____ The input

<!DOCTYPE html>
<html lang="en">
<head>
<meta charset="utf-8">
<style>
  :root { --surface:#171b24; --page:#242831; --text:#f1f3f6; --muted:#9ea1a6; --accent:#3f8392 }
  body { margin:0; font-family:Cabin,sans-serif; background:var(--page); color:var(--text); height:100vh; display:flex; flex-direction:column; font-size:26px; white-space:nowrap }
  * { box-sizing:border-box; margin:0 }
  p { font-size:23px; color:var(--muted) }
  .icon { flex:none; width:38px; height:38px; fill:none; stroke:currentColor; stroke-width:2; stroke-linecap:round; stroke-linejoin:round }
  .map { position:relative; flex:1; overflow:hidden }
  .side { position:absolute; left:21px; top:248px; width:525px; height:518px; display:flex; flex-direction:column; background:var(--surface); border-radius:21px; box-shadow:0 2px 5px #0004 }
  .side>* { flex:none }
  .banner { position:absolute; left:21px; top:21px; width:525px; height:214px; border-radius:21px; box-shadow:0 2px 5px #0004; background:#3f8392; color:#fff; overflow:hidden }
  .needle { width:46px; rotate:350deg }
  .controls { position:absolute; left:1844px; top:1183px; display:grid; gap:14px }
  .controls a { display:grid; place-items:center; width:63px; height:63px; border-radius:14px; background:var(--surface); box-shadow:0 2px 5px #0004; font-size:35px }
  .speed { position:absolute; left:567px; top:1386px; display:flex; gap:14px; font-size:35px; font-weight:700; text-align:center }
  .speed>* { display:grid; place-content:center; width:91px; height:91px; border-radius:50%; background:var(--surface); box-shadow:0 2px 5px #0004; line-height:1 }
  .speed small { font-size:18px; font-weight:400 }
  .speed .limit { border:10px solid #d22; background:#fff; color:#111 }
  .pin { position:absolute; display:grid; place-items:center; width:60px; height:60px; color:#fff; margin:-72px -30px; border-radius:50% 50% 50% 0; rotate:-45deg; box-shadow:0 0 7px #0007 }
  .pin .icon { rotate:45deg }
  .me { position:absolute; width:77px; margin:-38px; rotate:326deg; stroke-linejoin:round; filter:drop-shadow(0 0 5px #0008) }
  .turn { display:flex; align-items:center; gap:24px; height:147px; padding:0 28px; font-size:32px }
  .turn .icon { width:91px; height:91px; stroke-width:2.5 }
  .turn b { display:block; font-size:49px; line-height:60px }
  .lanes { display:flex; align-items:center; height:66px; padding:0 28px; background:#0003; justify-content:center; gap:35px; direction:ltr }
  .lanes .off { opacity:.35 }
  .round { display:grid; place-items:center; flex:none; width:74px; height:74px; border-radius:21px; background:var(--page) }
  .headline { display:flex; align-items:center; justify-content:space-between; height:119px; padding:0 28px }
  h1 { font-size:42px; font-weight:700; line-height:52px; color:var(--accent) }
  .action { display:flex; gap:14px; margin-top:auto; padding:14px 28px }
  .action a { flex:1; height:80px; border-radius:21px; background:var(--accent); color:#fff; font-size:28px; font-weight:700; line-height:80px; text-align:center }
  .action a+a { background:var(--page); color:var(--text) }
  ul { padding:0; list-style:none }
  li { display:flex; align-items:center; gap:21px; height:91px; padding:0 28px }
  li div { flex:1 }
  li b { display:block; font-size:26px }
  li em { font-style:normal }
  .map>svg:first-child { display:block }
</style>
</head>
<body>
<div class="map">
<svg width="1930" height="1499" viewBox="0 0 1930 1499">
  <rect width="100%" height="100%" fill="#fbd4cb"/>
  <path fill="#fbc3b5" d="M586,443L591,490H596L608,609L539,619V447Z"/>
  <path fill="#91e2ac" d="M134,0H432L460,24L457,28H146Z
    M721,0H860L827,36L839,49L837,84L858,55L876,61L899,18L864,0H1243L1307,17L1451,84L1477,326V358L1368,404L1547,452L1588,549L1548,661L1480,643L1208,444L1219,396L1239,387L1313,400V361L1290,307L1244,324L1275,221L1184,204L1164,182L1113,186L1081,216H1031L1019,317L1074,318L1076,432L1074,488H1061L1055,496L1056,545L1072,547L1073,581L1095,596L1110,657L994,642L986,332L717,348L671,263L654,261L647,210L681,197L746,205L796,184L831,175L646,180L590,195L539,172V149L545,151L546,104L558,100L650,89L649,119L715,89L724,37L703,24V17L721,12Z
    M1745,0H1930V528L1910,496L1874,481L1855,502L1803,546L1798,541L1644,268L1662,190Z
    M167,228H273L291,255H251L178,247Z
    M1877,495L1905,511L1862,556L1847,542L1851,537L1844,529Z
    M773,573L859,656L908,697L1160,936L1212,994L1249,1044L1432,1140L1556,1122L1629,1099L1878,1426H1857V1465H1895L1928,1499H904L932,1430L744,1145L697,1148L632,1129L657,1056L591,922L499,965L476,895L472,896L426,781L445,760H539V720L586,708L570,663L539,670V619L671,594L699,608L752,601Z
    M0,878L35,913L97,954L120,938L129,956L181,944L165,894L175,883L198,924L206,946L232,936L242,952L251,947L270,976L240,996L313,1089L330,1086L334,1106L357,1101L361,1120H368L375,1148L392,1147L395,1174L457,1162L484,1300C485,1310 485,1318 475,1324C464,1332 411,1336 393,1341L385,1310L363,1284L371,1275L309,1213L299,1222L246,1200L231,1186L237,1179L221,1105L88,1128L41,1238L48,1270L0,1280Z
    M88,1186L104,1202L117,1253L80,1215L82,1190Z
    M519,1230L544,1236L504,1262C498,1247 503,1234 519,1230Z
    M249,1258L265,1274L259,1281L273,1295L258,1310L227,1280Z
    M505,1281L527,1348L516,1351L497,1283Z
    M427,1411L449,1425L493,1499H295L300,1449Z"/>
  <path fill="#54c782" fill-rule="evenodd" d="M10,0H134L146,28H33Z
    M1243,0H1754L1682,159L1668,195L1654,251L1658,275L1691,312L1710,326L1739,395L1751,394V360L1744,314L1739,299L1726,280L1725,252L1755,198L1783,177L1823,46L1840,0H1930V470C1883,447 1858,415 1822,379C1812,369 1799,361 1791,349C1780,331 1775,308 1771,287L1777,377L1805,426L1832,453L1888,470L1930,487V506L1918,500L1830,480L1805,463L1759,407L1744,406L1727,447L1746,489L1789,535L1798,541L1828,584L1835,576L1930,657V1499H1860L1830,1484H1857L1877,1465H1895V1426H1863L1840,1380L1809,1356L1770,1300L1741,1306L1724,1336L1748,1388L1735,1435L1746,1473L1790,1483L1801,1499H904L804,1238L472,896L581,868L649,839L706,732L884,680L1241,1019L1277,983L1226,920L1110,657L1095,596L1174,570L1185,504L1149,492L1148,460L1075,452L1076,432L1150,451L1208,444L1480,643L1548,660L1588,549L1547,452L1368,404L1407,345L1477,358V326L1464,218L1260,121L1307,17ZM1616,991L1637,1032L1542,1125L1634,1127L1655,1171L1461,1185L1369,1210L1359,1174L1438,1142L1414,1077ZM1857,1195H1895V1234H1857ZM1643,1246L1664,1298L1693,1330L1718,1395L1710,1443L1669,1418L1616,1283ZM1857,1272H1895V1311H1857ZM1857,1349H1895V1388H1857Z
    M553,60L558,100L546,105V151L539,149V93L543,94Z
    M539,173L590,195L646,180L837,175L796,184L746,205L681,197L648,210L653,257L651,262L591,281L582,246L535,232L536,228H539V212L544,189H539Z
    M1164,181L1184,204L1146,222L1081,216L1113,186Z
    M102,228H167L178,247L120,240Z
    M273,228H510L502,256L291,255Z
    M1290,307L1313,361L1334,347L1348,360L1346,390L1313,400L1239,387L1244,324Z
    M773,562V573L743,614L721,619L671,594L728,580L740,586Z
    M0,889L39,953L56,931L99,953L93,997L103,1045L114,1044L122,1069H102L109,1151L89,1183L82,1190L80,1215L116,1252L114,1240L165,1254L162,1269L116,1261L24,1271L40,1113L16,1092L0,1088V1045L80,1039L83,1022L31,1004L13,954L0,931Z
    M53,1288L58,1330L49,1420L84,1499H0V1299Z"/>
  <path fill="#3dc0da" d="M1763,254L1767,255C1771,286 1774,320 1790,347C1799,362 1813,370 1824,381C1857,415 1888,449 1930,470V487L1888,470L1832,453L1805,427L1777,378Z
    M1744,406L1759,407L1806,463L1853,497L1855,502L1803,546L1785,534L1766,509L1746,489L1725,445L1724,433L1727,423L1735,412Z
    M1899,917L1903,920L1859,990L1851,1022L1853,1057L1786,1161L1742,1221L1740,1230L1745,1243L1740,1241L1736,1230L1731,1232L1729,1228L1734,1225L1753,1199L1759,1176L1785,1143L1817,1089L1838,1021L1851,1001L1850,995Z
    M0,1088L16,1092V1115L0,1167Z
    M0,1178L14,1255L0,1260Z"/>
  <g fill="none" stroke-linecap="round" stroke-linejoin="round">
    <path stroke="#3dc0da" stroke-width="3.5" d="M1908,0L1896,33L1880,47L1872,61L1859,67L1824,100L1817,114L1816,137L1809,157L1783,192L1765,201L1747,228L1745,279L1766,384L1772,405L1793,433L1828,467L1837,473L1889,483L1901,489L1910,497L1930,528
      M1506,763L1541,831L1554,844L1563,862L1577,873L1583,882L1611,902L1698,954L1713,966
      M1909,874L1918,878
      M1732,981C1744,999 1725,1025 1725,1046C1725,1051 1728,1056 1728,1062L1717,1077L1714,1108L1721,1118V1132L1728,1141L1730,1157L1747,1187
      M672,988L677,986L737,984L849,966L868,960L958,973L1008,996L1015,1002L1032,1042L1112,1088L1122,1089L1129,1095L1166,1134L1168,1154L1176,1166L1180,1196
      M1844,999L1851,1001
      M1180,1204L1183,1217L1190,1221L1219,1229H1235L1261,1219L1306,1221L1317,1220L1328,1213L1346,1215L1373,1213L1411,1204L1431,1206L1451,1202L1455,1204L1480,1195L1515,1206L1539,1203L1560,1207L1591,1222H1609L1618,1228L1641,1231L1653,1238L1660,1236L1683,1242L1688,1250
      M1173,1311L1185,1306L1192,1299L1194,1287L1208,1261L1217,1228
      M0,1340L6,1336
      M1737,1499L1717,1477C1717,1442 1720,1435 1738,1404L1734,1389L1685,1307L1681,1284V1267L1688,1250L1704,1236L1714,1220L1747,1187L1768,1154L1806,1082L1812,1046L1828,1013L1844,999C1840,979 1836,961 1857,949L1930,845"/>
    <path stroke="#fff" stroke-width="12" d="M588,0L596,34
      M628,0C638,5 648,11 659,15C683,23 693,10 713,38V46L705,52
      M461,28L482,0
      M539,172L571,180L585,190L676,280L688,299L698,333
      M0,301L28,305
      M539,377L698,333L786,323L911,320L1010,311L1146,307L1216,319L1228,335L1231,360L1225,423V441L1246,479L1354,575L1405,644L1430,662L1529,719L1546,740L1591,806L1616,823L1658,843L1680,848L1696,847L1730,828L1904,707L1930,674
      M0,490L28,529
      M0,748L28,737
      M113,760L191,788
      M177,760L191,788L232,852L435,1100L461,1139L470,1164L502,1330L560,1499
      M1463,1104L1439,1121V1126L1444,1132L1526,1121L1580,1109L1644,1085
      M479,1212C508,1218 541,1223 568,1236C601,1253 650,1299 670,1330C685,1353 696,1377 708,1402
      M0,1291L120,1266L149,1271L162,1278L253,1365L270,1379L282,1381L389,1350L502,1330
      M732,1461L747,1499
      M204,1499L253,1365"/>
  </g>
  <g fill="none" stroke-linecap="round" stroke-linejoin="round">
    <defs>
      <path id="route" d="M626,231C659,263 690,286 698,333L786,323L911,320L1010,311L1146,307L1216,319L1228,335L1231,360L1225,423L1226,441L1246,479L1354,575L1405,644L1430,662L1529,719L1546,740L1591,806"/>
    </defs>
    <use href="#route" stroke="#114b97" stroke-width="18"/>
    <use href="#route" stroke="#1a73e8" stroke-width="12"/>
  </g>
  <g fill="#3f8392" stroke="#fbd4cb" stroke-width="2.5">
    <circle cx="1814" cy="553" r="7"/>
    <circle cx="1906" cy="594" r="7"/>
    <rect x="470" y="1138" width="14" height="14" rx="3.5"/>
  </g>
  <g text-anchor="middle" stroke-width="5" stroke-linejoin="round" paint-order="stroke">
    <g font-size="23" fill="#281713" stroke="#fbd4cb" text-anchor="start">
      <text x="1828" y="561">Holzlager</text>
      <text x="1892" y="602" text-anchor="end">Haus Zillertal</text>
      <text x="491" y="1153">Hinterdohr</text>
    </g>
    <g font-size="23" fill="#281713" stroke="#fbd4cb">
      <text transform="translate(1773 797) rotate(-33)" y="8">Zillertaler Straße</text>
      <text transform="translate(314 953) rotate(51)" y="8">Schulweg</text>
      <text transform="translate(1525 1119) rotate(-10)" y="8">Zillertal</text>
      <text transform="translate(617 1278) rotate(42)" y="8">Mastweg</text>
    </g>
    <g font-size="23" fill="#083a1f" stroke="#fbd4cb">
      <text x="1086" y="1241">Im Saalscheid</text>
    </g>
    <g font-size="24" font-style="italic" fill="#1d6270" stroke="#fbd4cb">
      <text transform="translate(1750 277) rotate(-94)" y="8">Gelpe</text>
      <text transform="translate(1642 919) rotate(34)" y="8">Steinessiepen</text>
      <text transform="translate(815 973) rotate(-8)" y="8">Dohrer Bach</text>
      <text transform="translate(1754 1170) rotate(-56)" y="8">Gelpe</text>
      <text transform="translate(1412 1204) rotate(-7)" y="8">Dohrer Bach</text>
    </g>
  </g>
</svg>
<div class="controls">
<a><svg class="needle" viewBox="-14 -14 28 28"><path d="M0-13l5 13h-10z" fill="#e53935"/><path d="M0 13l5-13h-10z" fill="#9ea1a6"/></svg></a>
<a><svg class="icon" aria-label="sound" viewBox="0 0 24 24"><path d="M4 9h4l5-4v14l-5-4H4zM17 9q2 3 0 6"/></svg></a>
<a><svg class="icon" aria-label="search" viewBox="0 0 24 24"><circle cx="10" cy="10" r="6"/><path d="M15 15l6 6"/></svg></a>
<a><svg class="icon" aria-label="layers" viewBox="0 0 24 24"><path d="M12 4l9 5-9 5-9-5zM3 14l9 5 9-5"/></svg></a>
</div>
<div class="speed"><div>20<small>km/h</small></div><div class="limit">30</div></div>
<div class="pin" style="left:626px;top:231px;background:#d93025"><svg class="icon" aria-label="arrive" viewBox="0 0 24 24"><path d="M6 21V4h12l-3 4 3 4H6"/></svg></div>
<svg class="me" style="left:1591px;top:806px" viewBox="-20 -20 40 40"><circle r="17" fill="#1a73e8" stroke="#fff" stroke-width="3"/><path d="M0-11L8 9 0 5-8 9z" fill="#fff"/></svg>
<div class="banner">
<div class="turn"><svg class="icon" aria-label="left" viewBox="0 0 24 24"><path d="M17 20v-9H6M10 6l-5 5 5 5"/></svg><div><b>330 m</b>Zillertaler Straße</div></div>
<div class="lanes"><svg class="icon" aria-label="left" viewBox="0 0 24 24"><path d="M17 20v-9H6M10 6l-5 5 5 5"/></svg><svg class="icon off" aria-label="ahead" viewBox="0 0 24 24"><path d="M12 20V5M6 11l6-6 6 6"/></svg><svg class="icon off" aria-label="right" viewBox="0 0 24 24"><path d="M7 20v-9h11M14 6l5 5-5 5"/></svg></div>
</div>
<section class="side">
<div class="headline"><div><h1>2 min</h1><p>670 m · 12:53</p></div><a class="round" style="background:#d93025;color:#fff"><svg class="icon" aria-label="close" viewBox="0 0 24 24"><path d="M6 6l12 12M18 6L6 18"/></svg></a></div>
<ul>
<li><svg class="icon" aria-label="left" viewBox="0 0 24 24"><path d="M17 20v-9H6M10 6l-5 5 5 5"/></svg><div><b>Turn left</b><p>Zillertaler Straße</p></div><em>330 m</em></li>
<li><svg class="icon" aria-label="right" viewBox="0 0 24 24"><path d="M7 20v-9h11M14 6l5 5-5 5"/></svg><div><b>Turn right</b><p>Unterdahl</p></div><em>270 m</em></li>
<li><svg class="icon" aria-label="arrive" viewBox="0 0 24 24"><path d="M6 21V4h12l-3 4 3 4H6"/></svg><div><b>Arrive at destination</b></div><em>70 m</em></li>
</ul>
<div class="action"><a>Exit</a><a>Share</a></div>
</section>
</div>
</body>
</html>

________

## Work to complete
When the word "limit" shows up in a line of the entries, pull that line out.

## Task solution
  .speed .limit { border:10px solid #d22; background:#fff; color:#111 }
<div class="speed"><div>20<small>km/h</small></div><div class="limit">30</div></div>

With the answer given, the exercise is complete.